▸ Required action
From the entries below, reproduce exactly the line containing "function fillPath(path, color)", the line containing "ctx.lineCap = dash ? 'butt' : 'round';", and every line in between, with nothing added.

Dataset entries
..........

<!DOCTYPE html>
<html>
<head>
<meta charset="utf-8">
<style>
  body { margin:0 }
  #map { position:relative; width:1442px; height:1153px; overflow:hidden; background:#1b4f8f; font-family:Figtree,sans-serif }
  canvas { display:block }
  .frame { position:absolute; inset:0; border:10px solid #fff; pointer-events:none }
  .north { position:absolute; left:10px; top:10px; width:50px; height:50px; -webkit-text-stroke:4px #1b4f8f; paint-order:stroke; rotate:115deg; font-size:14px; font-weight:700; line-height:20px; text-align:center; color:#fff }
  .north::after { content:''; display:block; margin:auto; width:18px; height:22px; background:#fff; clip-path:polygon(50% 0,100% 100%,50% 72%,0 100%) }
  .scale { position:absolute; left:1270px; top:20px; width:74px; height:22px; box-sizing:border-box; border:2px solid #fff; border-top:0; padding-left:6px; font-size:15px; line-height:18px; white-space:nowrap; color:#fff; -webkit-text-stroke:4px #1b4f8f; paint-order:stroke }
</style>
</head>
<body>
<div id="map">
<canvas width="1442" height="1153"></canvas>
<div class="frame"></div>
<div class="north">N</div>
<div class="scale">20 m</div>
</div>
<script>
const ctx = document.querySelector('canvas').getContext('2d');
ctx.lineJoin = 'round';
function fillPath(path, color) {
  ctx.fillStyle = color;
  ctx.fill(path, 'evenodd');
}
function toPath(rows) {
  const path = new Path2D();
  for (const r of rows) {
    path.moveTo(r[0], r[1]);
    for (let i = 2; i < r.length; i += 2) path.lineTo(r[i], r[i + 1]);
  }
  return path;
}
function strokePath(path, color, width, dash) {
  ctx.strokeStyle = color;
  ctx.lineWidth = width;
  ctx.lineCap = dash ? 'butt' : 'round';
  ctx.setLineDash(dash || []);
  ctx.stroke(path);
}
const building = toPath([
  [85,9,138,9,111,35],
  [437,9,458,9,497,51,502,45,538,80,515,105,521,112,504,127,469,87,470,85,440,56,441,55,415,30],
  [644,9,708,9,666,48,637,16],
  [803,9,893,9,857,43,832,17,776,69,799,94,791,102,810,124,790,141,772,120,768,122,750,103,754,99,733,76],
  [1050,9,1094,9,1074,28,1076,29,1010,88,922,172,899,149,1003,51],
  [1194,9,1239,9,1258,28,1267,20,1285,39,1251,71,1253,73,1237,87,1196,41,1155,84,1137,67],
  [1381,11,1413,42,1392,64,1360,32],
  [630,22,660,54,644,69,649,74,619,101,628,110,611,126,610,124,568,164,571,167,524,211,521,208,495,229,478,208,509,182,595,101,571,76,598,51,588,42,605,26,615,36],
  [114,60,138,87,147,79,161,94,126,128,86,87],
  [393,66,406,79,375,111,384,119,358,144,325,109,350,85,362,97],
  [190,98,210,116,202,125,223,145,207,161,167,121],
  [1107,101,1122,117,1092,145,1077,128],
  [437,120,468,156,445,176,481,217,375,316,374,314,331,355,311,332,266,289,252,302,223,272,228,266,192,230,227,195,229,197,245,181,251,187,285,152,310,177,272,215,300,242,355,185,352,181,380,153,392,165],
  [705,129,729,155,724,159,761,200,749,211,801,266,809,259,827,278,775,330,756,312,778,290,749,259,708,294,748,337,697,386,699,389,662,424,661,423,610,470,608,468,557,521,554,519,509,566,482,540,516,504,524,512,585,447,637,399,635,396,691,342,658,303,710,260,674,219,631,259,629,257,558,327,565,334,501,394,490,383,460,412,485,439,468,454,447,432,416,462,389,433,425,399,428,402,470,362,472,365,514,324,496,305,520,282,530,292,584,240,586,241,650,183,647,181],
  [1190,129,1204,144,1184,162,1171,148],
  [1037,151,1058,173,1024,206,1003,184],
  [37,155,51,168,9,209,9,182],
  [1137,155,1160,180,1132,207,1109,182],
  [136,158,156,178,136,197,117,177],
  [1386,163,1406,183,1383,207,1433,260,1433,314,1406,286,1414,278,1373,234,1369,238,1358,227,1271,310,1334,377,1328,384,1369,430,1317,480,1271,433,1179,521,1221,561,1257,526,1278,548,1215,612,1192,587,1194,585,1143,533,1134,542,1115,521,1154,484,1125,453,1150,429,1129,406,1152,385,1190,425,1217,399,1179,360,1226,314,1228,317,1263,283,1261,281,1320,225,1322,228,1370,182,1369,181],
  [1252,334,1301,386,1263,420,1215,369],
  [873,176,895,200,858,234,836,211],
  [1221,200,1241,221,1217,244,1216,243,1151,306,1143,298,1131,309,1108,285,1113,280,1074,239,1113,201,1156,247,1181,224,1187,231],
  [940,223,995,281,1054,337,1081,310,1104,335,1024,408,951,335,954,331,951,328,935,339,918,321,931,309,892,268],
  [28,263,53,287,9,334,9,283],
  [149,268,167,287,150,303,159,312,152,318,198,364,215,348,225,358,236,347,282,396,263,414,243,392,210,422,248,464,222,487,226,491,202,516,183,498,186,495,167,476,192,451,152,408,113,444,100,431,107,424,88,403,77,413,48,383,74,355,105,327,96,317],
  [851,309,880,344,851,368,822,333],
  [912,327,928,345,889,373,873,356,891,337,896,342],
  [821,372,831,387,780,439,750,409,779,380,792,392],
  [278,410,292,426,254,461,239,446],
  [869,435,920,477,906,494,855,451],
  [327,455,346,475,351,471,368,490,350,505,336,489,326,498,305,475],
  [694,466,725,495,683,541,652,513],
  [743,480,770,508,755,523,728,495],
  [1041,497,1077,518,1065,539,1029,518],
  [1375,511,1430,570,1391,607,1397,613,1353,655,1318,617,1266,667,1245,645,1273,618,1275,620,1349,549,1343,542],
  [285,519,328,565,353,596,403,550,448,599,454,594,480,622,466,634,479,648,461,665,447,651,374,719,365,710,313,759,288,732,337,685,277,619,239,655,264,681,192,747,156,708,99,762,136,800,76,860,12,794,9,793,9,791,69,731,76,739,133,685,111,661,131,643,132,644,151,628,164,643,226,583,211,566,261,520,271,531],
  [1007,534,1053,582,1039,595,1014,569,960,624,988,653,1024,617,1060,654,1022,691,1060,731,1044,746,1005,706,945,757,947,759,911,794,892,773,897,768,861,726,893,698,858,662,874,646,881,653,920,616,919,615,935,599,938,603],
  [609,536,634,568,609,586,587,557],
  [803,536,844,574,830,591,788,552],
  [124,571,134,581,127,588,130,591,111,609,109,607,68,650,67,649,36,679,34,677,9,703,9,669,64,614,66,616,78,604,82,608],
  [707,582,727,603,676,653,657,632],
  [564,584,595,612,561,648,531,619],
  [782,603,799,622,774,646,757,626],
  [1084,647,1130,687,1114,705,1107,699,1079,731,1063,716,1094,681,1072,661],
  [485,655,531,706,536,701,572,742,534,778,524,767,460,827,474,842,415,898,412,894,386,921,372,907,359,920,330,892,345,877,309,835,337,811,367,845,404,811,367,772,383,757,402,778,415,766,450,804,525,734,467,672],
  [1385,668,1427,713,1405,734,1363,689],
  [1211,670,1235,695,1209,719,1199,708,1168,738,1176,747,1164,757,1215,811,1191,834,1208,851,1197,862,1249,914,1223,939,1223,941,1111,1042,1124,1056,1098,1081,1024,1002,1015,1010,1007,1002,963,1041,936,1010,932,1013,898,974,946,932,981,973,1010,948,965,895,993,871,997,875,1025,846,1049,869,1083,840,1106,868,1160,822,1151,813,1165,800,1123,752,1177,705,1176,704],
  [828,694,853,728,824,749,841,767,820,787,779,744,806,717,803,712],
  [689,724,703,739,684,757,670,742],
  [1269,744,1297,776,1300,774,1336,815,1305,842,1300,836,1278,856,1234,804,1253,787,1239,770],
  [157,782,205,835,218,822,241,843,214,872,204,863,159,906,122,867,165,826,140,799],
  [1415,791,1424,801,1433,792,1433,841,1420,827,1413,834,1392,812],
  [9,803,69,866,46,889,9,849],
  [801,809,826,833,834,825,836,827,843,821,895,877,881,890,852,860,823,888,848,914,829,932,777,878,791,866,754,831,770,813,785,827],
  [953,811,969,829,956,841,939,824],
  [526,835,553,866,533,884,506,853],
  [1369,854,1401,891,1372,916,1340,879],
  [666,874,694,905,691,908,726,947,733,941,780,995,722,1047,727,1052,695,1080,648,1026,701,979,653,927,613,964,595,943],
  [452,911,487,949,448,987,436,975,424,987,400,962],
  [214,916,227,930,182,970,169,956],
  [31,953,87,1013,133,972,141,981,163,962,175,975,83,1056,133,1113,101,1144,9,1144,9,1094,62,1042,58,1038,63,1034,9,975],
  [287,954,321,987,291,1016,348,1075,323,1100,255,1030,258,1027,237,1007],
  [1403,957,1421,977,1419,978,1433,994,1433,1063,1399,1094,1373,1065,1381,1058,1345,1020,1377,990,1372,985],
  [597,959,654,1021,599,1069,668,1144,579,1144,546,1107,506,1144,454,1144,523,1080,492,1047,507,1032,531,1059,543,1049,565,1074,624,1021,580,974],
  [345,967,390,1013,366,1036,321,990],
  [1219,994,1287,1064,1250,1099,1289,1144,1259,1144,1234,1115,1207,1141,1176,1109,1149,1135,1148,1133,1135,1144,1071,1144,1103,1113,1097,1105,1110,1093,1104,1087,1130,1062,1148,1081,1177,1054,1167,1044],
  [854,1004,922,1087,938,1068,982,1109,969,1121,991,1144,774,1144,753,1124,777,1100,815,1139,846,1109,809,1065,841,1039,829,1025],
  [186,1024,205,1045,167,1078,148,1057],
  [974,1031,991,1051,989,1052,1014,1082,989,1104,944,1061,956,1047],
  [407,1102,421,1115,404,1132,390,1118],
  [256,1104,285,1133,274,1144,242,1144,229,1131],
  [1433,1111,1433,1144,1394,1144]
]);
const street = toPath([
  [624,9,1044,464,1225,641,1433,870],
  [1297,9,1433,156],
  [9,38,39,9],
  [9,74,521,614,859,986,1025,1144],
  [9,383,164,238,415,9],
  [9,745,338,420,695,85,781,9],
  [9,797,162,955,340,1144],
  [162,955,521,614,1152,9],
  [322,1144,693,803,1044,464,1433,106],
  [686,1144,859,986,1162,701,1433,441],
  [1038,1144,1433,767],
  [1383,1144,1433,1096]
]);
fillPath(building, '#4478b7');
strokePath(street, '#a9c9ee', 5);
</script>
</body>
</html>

..........

▸ Answer space
function fillPath(path, color) {
  ctx.fillStyle = color;
  ctx.fill(path, 'evenodd');
}
function toPath(rows) {
  const path = new Path2D();
  for (const r of rows) {
    path.moveTo(r[0], r[1]);
    for (let i = 2; i < r.length; i += 2) path.lineTo(r[i], r[i + 1]);
  }
  return path;
}
function strokePath(path, color, width, dash) {
  ctx.strokeStyle = color;
  ctx.lineWidth = width;
  ctx.lineCap = dash ? 'butt' : 'round';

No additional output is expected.